== Data to examine ==
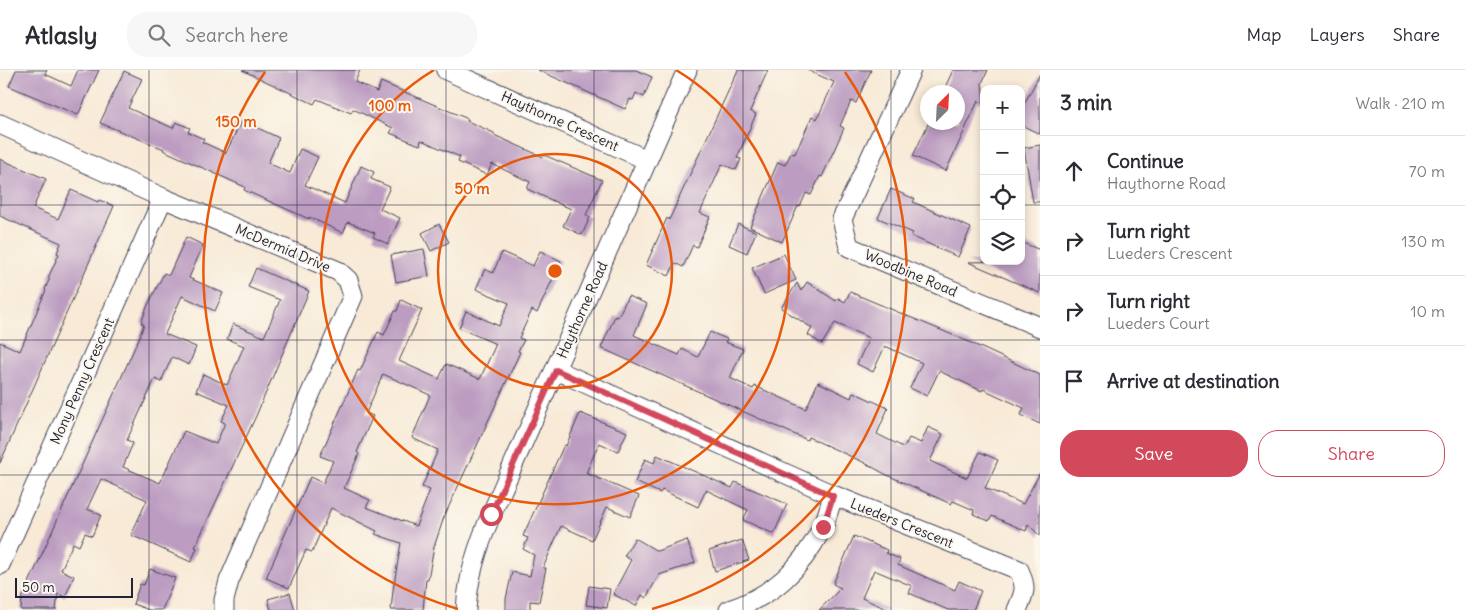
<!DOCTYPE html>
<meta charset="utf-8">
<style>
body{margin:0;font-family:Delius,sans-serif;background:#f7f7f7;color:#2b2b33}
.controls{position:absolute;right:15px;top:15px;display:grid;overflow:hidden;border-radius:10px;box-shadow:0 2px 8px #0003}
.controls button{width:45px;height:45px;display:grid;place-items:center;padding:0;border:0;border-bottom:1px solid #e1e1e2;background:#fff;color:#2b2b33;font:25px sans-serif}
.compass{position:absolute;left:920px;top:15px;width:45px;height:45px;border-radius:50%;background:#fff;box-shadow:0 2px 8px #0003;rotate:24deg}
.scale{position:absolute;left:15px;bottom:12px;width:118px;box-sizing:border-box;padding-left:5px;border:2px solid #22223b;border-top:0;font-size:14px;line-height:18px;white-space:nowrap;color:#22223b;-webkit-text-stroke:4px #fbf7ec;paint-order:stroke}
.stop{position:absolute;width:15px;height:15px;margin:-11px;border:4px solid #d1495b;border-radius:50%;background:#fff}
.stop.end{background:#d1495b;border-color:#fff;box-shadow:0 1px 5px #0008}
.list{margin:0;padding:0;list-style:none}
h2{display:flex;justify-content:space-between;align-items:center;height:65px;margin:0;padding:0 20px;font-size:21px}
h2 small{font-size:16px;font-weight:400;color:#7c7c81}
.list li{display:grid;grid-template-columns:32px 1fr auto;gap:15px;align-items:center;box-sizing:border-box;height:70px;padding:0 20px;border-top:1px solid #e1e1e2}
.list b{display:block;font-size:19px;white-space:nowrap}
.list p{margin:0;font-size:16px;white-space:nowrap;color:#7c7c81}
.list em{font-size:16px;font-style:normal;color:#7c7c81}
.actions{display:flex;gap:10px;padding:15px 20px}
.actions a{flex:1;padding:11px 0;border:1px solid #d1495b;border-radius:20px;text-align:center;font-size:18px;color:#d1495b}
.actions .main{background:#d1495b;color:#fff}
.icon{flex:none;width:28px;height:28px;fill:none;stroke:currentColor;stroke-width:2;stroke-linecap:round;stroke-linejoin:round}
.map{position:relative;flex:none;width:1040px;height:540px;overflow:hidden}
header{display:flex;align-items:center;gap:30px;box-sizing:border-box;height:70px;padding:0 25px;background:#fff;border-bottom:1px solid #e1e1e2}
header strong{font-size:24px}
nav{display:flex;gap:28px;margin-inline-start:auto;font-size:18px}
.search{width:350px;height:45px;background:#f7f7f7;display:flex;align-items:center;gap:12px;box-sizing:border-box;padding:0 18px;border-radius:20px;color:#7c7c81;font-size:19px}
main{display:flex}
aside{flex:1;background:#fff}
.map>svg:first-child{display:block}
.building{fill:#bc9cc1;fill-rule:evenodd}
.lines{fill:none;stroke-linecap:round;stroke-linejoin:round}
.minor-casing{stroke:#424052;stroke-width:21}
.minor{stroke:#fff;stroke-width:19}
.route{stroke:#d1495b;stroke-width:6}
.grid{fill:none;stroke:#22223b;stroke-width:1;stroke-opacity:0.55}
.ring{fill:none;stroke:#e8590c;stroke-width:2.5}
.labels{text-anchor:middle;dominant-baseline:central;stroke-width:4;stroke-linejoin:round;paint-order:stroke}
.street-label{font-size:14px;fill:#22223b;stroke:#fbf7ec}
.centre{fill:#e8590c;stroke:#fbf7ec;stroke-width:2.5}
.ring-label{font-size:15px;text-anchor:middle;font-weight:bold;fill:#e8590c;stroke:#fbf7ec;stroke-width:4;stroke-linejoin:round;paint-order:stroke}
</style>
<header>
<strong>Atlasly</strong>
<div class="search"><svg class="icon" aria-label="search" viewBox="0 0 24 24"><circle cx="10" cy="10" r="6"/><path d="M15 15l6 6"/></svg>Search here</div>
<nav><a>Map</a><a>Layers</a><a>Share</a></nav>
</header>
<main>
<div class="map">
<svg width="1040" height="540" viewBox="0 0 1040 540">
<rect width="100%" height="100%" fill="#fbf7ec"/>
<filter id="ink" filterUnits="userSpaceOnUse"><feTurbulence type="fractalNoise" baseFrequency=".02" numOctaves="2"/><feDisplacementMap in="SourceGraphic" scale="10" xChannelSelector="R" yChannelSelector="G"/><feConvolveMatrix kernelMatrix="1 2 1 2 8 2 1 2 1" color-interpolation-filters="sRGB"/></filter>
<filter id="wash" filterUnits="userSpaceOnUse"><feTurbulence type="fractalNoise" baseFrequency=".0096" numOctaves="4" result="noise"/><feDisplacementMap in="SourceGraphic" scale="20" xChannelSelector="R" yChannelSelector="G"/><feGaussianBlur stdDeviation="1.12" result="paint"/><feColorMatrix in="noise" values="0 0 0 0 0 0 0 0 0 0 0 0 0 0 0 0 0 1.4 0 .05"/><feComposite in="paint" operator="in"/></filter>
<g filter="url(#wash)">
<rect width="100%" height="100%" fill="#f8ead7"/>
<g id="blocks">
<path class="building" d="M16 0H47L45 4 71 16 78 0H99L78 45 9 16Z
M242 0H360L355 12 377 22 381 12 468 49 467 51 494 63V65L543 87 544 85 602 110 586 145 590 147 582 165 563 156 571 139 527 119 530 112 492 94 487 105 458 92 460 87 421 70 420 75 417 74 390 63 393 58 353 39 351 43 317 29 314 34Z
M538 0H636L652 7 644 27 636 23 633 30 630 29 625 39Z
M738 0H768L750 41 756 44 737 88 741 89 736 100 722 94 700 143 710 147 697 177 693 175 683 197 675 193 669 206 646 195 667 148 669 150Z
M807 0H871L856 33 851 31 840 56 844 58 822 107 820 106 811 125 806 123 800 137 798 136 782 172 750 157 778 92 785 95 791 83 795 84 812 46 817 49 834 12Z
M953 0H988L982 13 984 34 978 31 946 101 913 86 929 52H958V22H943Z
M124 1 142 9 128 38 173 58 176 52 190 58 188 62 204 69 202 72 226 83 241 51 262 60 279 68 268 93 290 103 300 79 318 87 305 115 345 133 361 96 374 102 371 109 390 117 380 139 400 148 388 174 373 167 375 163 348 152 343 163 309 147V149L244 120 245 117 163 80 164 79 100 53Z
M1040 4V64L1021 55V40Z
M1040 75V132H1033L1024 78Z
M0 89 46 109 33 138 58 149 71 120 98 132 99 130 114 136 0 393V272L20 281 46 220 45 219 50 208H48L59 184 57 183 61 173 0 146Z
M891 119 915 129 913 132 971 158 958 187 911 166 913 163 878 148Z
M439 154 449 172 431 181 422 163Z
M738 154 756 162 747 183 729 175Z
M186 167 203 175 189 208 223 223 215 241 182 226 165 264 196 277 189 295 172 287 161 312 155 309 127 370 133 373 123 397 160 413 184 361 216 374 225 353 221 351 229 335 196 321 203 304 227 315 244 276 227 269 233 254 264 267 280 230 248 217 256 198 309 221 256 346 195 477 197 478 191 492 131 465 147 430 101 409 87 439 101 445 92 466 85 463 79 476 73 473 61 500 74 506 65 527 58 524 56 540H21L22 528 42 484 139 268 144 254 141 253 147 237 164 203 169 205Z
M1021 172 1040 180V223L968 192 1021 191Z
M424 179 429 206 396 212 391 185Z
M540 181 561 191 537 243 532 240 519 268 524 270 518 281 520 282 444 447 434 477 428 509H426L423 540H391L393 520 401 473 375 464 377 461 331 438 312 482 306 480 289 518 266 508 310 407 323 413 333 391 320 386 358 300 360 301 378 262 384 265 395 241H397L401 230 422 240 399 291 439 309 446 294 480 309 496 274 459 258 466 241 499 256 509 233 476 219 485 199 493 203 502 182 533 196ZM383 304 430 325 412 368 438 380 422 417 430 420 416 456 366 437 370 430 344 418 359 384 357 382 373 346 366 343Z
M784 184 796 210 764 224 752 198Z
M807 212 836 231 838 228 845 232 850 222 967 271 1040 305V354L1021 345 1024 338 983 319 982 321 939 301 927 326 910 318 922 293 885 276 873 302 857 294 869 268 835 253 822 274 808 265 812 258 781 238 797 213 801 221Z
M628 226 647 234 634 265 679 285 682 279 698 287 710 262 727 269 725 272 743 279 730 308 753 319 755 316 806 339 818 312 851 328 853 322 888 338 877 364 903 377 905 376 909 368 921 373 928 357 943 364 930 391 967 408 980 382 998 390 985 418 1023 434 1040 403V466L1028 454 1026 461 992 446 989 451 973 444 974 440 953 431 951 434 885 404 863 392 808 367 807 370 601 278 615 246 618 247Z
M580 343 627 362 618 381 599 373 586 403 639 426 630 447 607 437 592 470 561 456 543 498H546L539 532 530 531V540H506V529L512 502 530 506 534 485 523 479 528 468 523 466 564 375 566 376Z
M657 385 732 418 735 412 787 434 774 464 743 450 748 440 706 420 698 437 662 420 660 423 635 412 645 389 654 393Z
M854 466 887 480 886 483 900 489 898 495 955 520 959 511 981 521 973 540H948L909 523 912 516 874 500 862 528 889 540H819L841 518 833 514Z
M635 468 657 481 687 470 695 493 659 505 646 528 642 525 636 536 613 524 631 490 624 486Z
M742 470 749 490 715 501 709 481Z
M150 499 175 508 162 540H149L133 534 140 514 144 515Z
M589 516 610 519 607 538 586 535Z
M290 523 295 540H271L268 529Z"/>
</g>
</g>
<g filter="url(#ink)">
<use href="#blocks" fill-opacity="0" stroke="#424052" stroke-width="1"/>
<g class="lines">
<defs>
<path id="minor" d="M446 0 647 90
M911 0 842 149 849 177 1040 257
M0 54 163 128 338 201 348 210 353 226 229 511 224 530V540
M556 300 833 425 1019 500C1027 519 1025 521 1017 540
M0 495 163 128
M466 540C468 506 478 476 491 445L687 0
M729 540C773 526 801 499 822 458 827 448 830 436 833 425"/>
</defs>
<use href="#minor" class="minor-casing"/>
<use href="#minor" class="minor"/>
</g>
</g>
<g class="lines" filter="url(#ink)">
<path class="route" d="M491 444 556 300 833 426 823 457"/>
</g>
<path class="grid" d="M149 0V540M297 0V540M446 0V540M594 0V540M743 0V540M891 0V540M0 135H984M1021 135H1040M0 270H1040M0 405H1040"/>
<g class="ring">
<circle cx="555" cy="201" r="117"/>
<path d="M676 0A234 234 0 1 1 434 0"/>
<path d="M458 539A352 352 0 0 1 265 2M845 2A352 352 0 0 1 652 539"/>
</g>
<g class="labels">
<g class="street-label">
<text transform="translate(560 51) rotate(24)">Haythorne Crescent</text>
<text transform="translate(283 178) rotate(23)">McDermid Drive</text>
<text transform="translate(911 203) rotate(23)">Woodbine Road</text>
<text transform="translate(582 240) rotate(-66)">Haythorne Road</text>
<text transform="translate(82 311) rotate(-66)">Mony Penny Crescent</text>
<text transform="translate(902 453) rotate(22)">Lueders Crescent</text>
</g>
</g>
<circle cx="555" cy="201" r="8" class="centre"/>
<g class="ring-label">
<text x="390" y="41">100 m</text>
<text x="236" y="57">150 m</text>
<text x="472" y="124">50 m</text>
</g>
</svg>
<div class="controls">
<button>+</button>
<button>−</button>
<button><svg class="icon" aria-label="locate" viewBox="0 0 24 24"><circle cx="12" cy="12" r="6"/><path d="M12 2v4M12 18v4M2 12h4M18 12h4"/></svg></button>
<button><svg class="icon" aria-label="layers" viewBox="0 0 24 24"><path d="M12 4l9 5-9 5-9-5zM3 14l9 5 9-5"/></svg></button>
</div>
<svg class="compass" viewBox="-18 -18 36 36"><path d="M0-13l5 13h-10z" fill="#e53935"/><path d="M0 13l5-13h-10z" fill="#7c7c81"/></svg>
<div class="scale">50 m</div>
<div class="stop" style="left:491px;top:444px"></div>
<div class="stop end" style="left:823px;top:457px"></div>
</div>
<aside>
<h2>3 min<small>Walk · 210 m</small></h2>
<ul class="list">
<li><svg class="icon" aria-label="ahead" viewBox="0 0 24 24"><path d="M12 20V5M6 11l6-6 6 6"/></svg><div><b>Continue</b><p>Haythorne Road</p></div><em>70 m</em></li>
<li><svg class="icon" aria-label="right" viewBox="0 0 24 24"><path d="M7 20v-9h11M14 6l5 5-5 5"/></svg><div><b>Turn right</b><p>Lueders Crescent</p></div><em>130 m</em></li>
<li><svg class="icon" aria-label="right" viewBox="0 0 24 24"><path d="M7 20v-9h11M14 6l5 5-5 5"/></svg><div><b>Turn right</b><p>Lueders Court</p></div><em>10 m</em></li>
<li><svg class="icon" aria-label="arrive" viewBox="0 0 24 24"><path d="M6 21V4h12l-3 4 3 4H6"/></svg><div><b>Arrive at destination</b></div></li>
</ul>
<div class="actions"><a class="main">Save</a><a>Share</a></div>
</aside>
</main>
===
* **What the task requires**: From the records above, pull every line that carries the word "shadow".

* **Answer space**:
.controls{position:absolute;right:15px;top:15px;display:grid;overflow:hidden;border-radius:10px;box-shadow:0 2px 8px #0003}
.compass{position:absolute;left:920px;top:15px;width:45px;height:45px;border-radius:50%;background:#fff;box-shadow:0 2px 8px #0003;rotate:24deg}
.stop.end{background:#d1495b;border-color:#fff;box-shadow:0 1px 5px #0008}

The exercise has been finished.